Source information:
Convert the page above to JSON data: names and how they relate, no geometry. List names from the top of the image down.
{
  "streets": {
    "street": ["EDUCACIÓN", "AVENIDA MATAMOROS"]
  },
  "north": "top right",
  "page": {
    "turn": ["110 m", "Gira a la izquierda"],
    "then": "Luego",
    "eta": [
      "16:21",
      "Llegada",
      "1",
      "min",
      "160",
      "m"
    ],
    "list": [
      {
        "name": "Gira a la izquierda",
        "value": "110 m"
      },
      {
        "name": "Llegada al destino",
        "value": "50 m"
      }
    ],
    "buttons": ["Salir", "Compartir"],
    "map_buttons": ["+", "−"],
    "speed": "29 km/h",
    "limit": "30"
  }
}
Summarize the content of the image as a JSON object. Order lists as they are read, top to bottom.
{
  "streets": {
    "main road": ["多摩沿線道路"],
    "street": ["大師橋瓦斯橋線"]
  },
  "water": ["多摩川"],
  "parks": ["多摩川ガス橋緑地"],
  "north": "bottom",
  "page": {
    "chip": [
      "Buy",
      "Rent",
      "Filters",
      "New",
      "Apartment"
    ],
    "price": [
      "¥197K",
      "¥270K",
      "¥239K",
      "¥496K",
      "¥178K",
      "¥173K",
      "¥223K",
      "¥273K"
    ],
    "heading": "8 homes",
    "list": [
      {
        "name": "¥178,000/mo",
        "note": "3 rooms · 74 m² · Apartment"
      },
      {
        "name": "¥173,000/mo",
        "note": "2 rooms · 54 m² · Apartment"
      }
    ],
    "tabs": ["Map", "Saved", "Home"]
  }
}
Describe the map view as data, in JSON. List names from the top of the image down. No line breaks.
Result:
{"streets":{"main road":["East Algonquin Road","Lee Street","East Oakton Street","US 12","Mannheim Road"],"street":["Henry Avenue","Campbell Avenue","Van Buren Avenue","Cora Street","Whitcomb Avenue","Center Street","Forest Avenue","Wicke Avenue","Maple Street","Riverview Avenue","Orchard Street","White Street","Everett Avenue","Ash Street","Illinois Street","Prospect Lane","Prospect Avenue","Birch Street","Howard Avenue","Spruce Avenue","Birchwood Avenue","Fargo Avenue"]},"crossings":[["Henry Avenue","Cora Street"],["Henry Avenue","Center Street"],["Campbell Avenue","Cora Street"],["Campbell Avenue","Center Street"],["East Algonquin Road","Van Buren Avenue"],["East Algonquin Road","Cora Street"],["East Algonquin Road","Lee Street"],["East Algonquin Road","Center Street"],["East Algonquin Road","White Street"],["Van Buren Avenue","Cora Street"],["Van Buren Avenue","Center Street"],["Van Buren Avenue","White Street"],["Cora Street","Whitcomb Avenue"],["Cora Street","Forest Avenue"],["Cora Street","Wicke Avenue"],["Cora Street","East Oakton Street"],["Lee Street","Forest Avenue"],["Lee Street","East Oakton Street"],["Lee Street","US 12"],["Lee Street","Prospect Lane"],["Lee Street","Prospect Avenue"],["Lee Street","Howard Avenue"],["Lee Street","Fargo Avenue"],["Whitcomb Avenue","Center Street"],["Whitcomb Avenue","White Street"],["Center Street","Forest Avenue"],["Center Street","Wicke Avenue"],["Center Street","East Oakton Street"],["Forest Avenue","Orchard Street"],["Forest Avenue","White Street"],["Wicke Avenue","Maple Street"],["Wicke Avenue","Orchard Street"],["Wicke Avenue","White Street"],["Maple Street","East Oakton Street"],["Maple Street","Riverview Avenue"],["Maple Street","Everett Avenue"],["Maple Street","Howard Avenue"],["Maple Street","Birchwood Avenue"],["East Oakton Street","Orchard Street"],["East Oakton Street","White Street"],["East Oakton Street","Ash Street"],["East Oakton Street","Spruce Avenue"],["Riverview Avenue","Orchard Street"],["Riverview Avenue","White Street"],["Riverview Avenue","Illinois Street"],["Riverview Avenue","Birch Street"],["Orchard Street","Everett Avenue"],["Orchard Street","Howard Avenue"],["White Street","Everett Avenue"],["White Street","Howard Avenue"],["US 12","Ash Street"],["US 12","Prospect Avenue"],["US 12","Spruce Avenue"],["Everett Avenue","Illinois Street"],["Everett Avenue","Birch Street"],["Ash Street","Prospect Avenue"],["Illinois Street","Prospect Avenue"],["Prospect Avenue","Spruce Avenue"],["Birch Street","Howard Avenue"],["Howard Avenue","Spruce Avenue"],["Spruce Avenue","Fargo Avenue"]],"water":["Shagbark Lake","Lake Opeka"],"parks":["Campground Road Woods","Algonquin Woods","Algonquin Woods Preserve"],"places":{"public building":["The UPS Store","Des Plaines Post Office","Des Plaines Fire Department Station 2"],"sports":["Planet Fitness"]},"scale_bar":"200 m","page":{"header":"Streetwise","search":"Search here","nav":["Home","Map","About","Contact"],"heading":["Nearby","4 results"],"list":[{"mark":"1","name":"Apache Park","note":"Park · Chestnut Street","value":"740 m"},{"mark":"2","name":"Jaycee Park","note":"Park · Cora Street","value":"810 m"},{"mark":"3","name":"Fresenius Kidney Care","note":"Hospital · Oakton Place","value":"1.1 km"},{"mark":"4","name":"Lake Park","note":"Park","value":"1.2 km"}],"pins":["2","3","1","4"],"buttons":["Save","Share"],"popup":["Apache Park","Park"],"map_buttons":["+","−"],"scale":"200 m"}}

Work task: All of the data must be set down again exactly.

Response to this exercise:
Convert the page above to JSON data: names and how they relate, no geometry. List names from the top of the image down.
{
  "streets": {
    "street": ["EDUCACIÓN", "AVENIDA MATAMOROS"]
  },
  "north": "top right",
  "page": {
    "turn": ["110 m", "Gira a la izquierda"],
    "then": "Luego",
    "eta": [
      "16:21",
      "Llegada",
      "1",
      "min",
      "160",
      "m"
    ],
    "list": [
      {
        "name": "Gira a la izquierda",
        "value": "110 m"
      },
      {
        "name": "Llegada al destino",
        "value": "50 m"
      }
    ],
    "buttons": ["Salir", "Compartir"],
    "map_buttons": ["+", "−"],
    "speed": "29 km/h",
    "limit": "30"
  }
}
Summarize the content of the image as a JSON object. Order lists as they are read, top to bottom.
{
  "streets": {
    "main road": ["多摩沿線道路"],
    "street": ["大師橋瓦斯橋線"]
  },
  "water": ["多摩川"],
  "parks": ["多摩川ガス橋緑地"],
  "north": "bottom",
  "page": {
    "chip": [
      "Buy",
      "Rent",
      "Filters",
      "New",
      "Apartment"
    ],
    "price": [
      "¥197K",
      "¥270K",
      "¥239K",
      "¥496K",
      "¥178K",
      "¥173K",
      "¥223K",
      "¥273K"
    ],
    "heading": "8 homes",
    "list": [
      {
        "name": "¥178,000/mo",
        "note": "3 rooms · 74 m² · Apartment"
      },
      {
        "name": "¥173,000/mo",
        "note": "2 rooms · 54 m² · Apartment"
      }
    ],
    "tabs": ["Map", "Saved", "Home"]
  }
}
Describe the map view as data, in JSON. List names from the top of the image down. No line breaks.
Result:
{"streets":{"main road":["East Algonquin Road","Lee Street","East Oakton Street","US 12","Mannheim Road"],"street":["Henry Avenue","Campbell Avenue","Van Buren Avenue","Cora Street","Whitcomb Avenue","Center Street","Forest Avenue","Wicke Avenue","Maple Street","Riverview Avenue","Orchard Street","White Street","Everett Avenue","Ash Street","Illinois Street","Prospect Lane","Prospect Avenue","Birch Street","Howard Avenue","Spruce Avenue","Birchwood Avenue","Fargo Avenue"]},"crossings":[["Henry Avenue","Cora Street"],["Henry Avenue","Center Street"],["Campbell Avenue","Cora Street"],["Campbell Avenue","Center Street"],["East Algonquin Road","Van Buren Avenue"],["East Algonquin Road","Cora Street"],["East Algonquin Road","Lee Street"],["East Algonquin Road","Center Street"],["East Algonquin Road","White Street"],["Van Buren Avenue","Cora Street"],["Van Buren Avenue","Center Street"],["Van Buren Avenue","White Street"],["Cora Street","Whitcomb Avenue"],["Cora Street","Forest Avenue"],["Cora Street","Wicke Avenue"],["Cora Street","East Oakton Street"],["Lee Street","Forest Avenue"],["Lee Street","East Oakton Street"],["Lee Street","US 12"],["Lee Street","Prospect Lane"],["Lee Street","Prospect Avenue"],["Lee Street","Howard Avenue"],["Lee Street","Fargo Avenue"],["Whitcomb Avenue","Center Street"],["Whitcomb Avenue","White Street"],["Center Street","Forest Avenue"],["Center Street","Wicke Avenue"],["Center Street","East Oakton Street"],["Forest Avenue","Orchard Street"],["Forest Avenue","White Street"],["Wicke Avenue","Maple Street"],["Wicke Avenue","Orchard Street"],["Wicke Avenue","White Street"],["Maple Street","East Oakton Street"],["Maple Street","Riverview Avenue"],["Maple Street","Everett Avenue"],["Maple Street","Howard Avenue"],["Maple Street","Birchwood Avenue"],["East Oakton Street","Orchard Street"],["East Oakton Street","White Street"],["East Oakton Street","Ash Street"],["East Oakton Street","Spruce Avenue"],["Riverview Avenue","Orchard Street"],["Riverview Avenue","White Street"],["Riverview Avenue","Illinois Street"],["Riverview Avenue","Birch Street"],["Orchard Street","Everett Avenue"],["Orchard Street","Howard Avenue"],["White Street","Everett Avenue"],["White Street","Howard Avenue"],["US 12","Ash Street"],["US 12","Prospect Avenue"],["US 12","Spruce Avenue"],["Everett Avenue","Illinois Street"],["Everett Avenue","Birch Street"],["Ash Street","Prospect Avenue"],["Illinois Street","Prospect Avenue"],["Prospect Avenue","Spruce Avenue"],["Birch Street","Howard Avenue"],["Howard Avenue","Spruce Avenue"],["Spruce Avenue","Fargo Avenue"]],"water":["Shagbark Lake","Lake Opeka"],"parks":["Campground Road Woods","Algonquin Woods","Algonquin Woods Preserve"],"places":{"public building":["The UPS Store","Des Plaines Post Office","Des Plaines Fire Department Station 2"],"sports":["Planet Fitness"]},"scale_bar":"200 m","page":{"header":"Streetwise","search":"Search here","nav":["Home","Map","About","Contact"],"heading":["Nearby","4 results"],"list":[{"mark":"1","name":"Apache Park","note":"Park · Chestnut Street","value":"740 m"},{"mark":"2","name":"Jaycee Park","note":"Park · Cora Street","value":"810 m"},{"mark":"3","name":"Fresenius Kidney Care","note":"Hospital · Oakton Place","value":"1.1 km"},{"mark":"4","name":"Lake Park","note":"Park","value":"1.2 km"}],"pins":["2","3","1","4"],"buttons":["Save","Share"],"popup":["Apache Park","Park"],"map_buttons":["+","−"],"scale":"200 m"}}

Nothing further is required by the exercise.